▶ [Stored data]:
+++

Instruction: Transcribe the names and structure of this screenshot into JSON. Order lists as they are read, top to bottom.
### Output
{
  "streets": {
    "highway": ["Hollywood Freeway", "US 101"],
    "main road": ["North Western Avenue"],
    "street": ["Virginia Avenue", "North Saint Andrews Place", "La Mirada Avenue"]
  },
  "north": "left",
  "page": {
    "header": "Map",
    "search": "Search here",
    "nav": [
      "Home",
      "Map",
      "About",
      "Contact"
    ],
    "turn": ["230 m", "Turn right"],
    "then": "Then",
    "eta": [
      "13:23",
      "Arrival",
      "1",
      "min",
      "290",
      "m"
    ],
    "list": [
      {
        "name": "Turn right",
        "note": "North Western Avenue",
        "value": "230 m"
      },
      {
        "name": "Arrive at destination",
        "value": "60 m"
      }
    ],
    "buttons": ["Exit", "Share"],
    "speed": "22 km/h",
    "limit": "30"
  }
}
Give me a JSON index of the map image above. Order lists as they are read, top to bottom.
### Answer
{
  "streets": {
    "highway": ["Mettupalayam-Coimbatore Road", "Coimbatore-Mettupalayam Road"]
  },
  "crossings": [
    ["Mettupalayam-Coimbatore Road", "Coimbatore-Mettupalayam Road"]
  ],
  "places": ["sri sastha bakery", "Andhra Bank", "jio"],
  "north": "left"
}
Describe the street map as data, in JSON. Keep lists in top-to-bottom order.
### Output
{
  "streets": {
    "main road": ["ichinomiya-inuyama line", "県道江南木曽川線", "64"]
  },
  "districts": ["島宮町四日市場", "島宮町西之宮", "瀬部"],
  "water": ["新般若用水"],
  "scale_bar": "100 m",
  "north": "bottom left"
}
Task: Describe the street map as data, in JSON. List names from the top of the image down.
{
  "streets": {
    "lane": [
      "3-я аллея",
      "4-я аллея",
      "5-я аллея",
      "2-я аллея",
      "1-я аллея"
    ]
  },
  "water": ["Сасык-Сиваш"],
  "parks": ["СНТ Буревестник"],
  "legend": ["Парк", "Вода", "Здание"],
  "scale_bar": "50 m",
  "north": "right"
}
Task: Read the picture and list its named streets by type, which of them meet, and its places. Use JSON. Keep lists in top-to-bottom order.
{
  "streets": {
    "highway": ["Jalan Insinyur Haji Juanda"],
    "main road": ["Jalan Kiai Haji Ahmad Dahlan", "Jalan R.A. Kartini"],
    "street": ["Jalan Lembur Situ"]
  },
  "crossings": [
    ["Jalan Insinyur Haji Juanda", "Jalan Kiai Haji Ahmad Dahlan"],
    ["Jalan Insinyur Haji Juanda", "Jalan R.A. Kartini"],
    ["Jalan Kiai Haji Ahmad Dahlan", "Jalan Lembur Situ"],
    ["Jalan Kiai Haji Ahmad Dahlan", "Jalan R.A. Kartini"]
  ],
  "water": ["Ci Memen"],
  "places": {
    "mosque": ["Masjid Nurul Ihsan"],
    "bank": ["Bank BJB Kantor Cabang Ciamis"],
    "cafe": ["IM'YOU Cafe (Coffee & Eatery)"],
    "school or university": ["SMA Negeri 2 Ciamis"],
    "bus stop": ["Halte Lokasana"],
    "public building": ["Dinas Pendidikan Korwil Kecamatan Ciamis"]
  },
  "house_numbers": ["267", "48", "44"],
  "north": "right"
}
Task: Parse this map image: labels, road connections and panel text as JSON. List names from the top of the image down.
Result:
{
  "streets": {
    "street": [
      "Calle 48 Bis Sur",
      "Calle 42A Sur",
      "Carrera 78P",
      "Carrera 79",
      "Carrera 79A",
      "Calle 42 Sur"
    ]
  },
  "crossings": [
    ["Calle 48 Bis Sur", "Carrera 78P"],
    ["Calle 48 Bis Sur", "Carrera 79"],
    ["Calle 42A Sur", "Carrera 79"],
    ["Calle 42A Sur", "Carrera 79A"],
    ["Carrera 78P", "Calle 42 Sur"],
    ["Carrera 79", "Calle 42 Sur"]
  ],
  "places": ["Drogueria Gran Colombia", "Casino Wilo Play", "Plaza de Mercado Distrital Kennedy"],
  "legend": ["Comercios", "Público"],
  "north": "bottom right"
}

+++

▶ [Action item]: Report how many lines of the data above include "this", giving the number and no other words.

▶ [Problem solution]: 2